Mr. Clement said the medical journal and other critics should trust Statistics Canada.

“I feel I’ve relied on the experts I should rely on – which is Statistics Canada. If I can rely on their expertise, then these groups should as well.”



But here's what the experts were saying four months earlier:

On a voluntary Census we can get up to a 65-70% response rate, which is still not an acceptable outcome for a census (although it is for some social surveys of a recuring nature) and will require a substantial amount of additional funding.

6 Comments:

  • I'm repeating a comment I made elsewhere, but the more I read from these emails, the more disgusted I get with our government.

    Culture of deceit, indeed.

    But it is not merely the outright lying and trying to force civil servants to say things they know are not true just to cover your own butt.

    It is that they have made a policy decision based upon a perceived principle, but know that their principles are so out of whack with Canadians that they have to hide it and bury it and lie about the real reasons they are doing it.

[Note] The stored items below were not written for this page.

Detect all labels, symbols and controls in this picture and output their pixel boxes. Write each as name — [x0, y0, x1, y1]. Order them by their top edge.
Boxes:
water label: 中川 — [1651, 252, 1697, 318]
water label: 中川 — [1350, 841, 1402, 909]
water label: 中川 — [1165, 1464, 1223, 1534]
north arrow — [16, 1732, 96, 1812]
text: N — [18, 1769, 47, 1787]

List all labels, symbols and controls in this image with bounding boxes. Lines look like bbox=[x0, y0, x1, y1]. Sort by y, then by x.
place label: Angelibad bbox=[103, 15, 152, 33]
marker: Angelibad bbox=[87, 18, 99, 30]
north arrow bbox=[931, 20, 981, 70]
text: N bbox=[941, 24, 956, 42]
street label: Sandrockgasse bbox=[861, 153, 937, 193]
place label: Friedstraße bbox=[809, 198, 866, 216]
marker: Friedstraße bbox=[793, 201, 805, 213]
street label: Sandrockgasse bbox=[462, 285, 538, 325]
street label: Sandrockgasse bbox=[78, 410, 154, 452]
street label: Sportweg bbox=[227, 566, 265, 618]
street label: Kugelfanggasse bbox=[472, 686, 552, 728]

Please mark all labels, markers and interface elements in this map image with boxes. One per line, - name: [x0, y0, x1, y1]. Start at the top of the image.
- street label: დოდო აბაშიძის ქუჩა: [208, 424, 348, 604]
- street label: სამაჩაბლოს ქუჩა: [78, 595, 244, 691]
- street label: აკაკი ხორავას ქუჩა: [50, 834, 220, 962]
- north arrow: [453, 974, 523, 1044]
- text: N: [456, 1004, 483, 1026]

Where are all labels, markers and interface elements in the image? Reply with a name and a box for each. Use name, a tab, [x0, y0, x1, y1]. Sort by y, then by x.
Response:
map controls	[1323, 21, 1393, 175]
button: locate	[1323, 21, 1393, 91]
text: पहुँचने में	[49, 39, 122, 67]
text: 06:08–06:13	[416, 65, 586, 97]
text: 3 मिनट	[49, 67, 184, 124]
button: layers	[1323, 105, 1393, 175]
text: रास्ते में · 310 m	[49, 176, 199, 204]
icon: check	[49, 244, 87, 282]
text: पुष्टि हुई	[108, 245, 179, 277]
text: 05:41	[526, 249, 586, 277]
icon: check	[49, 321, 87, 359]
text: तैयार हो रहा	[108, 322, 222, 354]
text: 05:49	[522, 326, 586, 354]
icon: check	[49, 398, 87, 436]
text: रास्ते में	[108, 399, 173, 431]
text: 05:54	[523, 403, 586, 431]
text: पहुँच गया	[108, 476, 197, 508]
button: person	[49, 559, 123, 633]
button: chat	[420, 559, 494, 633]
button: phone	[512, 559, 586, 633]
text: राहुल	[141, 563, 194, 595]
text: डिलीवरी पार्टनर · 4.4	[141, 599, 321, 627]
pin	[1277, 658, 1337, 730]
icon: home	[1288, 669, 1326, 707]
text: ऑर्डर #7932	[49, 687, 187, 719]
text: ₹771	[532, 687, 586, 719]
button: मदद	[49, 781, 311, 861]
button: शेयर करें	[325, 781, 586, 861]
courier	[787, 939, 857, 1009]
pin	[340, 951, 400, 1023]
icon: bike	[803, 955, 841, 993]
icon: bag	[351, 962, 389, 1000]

    It's beyond not having the courage of your convictions but deceitful to the core and to the point of being anti-democratic. Once again.

    They would have gained the respect of Canadians if they could state their principles and stick to them. Look at how Mike Harris won back to back victories in Ontario, with a greater majority (both seats and popular vote) because he said what he was going to do, he told us why and then he did it. He did a lot of things wrong and left a lot of carnage we are still recovering from, but in that he was the ideal politician. Or Cameron in the UK. It is possible to be a conservative and stick to your principles in government and be honest about it.

    By contrast, we have federally Mr. Say Anything Steve, Mr. Deceivin' Stephen and his coterie of lying bobbleheads who arrogantly think they know better and are better than the rest of us and are doing us favours by imposing their values without consulting us.

    By Blogger Ted Betts, at 11:48 p.m.  

  • Dunno.

    It kinda sounds like we're only getting one side of the story here: we know that StatsCan was asked to provide viable alternatives to a mandatory long form, and we know that some alternative was chosen.

    By Anonymous Anonymous, at 10:44 a.m.  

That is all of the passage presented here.